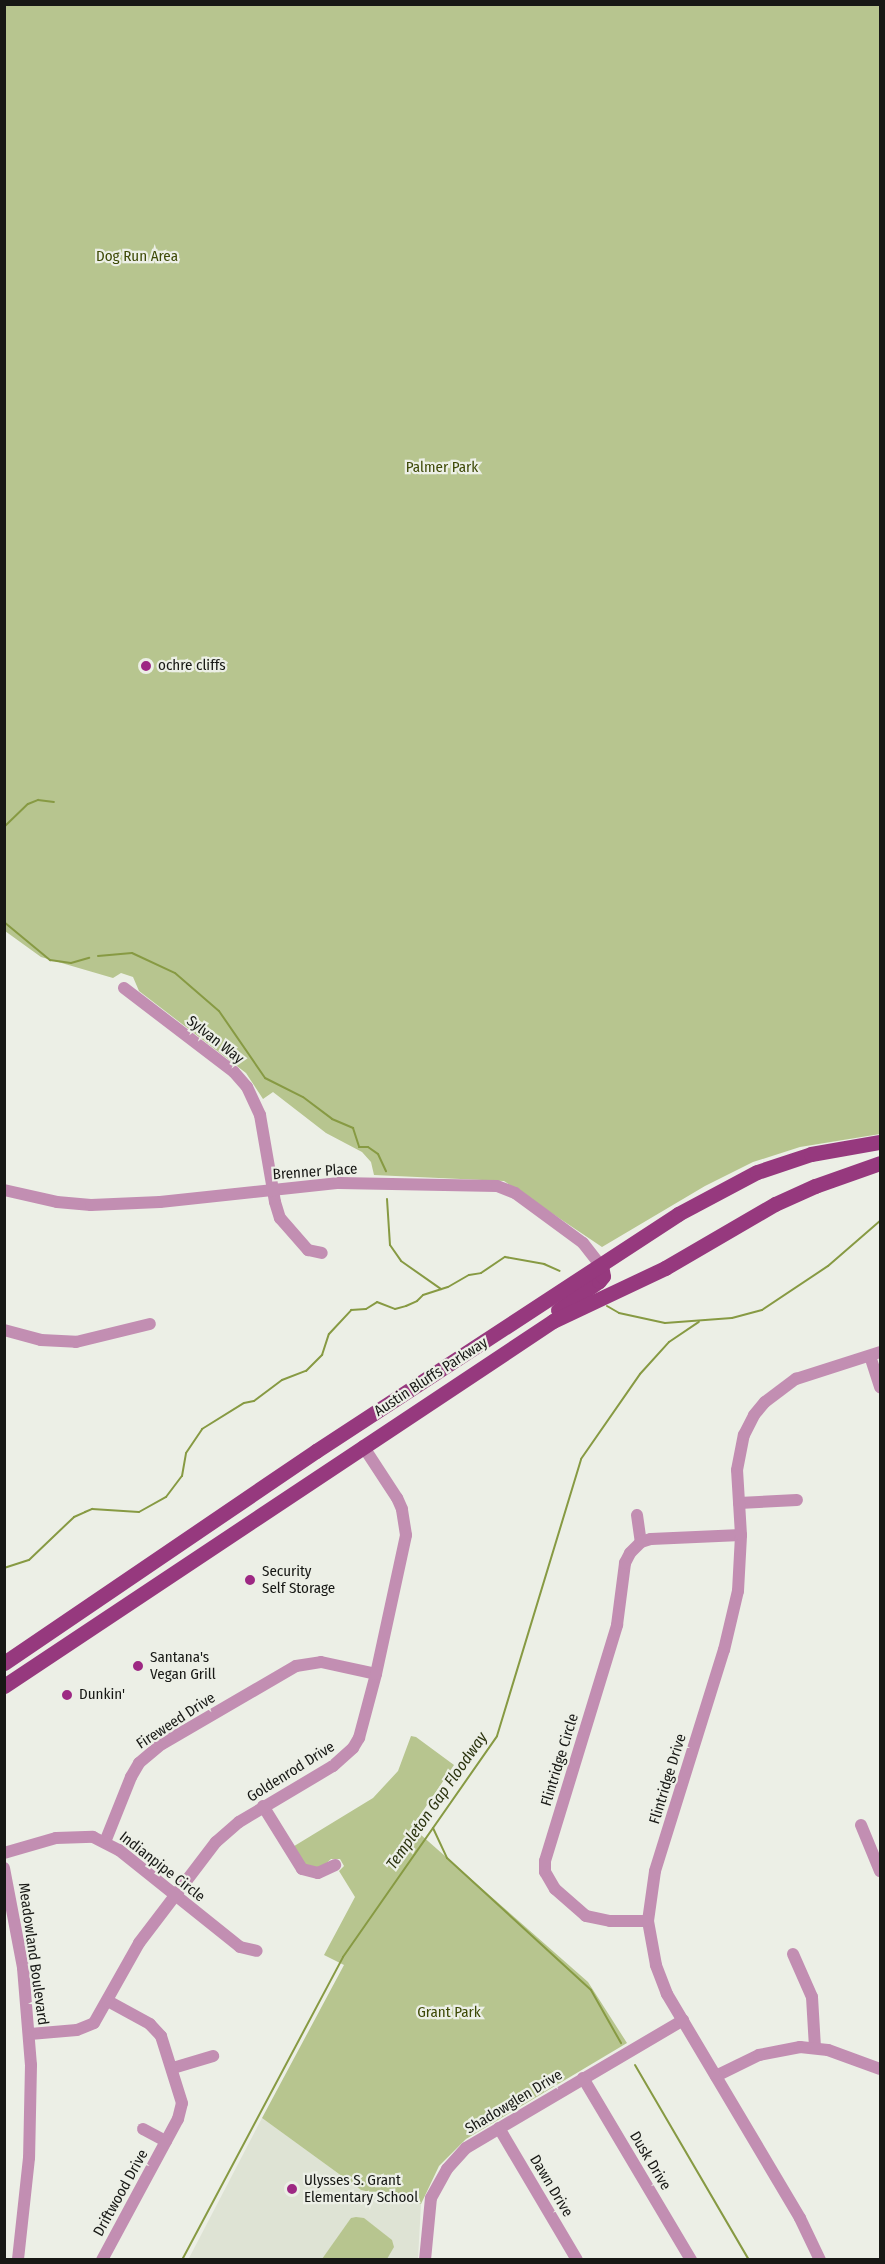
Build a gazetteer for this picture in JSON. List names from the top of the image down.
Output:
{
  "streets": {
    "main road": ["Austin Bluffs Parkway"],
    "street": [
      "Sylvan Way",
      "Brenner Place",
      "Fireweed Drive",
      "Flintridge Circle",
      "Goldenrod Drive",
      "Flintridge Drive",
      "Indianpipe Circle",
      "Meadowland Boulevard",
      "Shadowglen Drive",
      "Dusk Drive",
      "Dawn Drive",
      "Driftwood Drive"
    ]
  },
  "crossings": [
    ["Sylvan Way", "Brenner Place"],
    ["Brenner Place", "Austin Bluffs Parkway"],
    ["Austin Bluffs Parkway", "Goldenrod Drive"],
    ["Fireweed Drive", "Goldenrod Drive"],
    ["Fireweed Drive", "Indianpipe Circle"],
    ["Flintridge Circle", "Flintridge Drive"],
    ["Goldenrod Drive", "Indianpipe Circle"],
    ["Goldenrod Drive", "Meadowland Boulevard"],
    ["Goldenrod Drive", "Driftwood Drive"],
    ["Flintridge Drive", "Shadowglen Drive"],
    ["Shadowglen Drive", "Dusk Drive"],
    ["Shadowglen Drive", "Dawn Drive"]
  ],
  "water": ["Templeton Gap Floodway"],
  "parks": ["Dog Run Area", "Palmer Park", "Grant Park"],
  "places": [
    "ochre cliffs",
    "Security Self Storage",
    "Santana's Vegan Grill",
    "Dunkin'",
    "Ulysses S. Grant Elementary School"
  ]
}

EXERCISE AIM: The whole listing above, word for word: repeat it with the pictures excluded.

SOLUTION TO THIS PROBLEM:
Build a gazetteer for this picture in JSON. List names from the top of the image down.
Output:
{
  "streets": {
    "main road": ["Austin Bluffs Parkway"],
    "street": [
      "Sylvan Way",
      "Brenner Place",
      "Fireweed Drive",
      "Flintridge Circle",
      "Goldenrod Drive",
      "Flintridge Drive",
      "Indianpipe Circle",
      "Meadowland Boulevard",
      "Shadowglen Drive",
      "Dusk Drive",
      "Dawn Drive",
      "Driftwood Drive"
    ]
  },
  "crossings": [
    ["Sylvan Way", "Brenner Place"],
    ["Brenner Place", "Austin Bluffs Parkway"],
    ["Austin Bluffs Parkway", "Goldenrod Drive"],
    ["Fireweed Drive", "Goldenrod Drive"],
    ["Fireweed Drive", "Indianpipe Circle"],
    ["Flintridge Circle", "Flintridge Drive"],
    ["Goldenrod Drive", "Indianpipe Circle"],
    ["Goldenrod Drive", "Meadowland Boulevard"],
    ["Goldenrod Drive", "Driftwood Drive"],
    ["Flintridge Drive", "Shadowglen Drive"],
    ["Shadowglen Drive", "Dusk Drive"],
    ["Shadowglen Drive", "Dawn Drive"]
  ],
  "water": ["Templeton Gap Floodway"],
  "parks": ["Dog Run Area", "Palmer Park", "Grant Park"],
  "places": [
    "ochre cliffs",
    "Security Self Storage",
    "Santana's Vegan Grill",
    "Dunkin'",
    "Ulysses S. Grant Elementary School"
  ]
}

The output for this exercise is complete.